Cut / Print — Cut and Print Templates

There are two separate templates for production output:

TemplateWhat you getTier
"Print"A PDF/PNG print of the design, with options for alignment crosshairs, a ruler, a color legend, true scale, and a realistic look. Page size: Letter, A4, Tabloid, or auto-fit to the design.Starter (basic)
"Cut file"An SVG or PLT output for appliqué/cutting, with options to apply a kerf (blade allowance) and to include non-appliqué outlines.Pro
  1. Open the relevant bottom sheet (Print or Cut file).
  2. For print, set the page size and marks; for cutting, set the format (SVG/PLT) and the kerf value.
  3. Hit Apply and save the file.

Quilting — Quilted Fills

"Quilting" re-stitches the selected block with one of three quilting patterns. It only works on the selected block, and the block must have a source path. This is an editing operation; it requires stitch-editing rights (Tier: Starter-level editing).

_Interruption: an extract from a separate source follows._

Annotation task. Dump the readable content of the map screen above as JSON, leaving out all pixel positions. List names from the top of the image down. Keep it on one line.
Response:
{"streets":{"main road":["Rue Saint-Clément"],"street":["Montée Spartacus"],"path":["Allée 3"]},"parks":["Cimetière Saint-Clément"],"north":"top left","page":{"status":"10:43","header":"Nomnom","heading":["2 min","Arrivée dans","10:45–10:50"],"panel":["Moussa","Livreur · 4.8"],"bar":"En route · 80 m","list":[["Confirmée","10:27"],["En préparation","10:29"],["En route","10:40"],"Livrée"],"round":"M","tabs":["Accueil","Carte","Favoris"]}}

  • Meander: A free-motion quilt that fills the area with a wandering, space-filling curve. You set the "Cell" spacing.
  • Stippling: A dense, non-overlapping meandering trail. You set the "Trail" spacing.
  • Echo: Concentric rings that follow the edge of the shape. You set the number of rings and the ring spacing.
  1. Select a path-based block.
  2. In the Quilting panel, choose the Meander / Stippling / Echo mode.
  3. Enter the spacing and stitch length; for Echo, enter the number of rings.
  4. Hit Apply; the block is re-stitched in the selected mode.

Color block order

Each color in a design is a "block", and the machine stitches the blocks in list order. Changing the order changes the stitch sequence — for example, you'd reorder them to stitch dark colors first, or to lay down a fill before its outline.

  1. View the blocks in the list in the left/right "Layers" panel.
  2. Drag and drop a block to a new position; all of the moved block's stitches move with it.
  3. Group, hidden-block, and color assignments are preserved through the move.

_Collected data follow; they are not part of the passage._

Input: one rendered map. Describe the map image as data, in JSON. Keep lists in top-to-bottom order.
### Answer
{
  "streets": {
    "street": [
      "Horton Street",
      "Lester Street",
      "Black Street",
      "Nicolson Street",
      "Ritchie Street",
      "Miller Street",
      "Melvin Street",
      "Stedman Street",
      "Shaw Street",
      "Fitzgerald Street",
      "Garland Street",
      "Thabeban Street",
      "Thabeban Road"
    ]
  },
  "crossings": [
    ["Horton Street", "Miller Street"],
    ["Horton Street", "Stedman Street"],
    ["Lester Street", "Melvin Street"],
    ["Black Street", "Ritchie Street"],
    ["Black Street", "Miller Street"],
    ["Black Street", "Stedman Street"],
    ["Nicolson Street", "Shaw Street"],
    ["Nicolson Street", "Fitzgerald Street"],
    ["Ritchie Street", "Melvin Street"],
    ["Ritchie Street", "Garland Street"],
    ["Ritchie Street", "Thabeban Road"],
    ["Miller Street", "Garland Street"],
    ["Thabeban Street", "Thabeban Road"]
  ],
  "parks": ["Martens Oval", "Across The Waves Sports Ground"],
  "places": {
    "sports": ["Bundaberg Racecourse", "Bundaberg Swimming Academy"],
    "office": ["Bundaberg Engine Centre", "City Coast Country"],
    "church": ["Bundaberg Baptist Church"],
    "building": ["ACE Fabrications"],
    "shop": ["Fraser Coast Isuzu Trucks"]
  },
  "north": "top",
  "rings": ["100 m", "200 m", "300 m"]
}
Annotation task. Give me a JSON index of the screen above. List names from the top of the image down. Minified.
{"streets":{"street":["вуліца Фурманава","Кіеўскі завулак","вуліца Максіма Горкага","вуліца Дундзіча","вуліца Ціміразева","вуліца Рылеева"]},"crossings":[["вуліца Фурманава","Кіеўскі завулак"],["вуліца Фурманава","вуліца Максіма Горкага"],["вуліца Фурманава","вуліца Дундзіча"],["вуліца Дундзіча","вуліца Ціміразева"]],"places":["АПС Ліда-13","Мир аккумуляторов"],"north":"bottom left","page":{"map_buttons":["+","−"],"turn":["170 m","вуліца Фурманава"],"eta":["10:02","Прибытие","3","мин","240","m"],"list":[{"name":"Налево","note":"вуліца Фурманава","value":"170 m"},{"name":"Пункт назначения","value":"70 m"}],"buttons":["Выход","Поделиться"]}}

Tip — From the block list you can hide ("Hide") or delete a block; hidden blocks can optionally be stripped from the file when you save ("Remove Hidden Stitches").

Multi Blend groups

"Multi Blend" is an advanced fill group that fills a single area with several overlapping thread layers, blending them through density masks — ideal for soft transitions between two colors. The gradient/blend paths involved are on the Pro tier.

  • "Convert to Multi-Blend" (Promote): Converts a single selected path block into a Multi Blend group. It works as long as the block isn't already in a group.
  • "Convert Gradient to Multi-Blend": When you select two different blocks (both with source paths and ungrouped), it turns the gradient between them into a multi-layer blend.
  1. With a block selected, use the Multi Blend button in the right panel ("Block Options").
  2. Once the group is created, add/remove layers in the layer stack panel, reorder them, and set each layer's color and density mask.
  3. You can also apply one of the ready-made blend presets; the group is regenerated to match.

Note — Multi Blend has a lower and upper limit on the number of layers; too many dense layers can increase the needle/thread load on the machine. The app may show a warning at unsuitable densities. Since the layer order and masks determine the look, check the preview after you add them.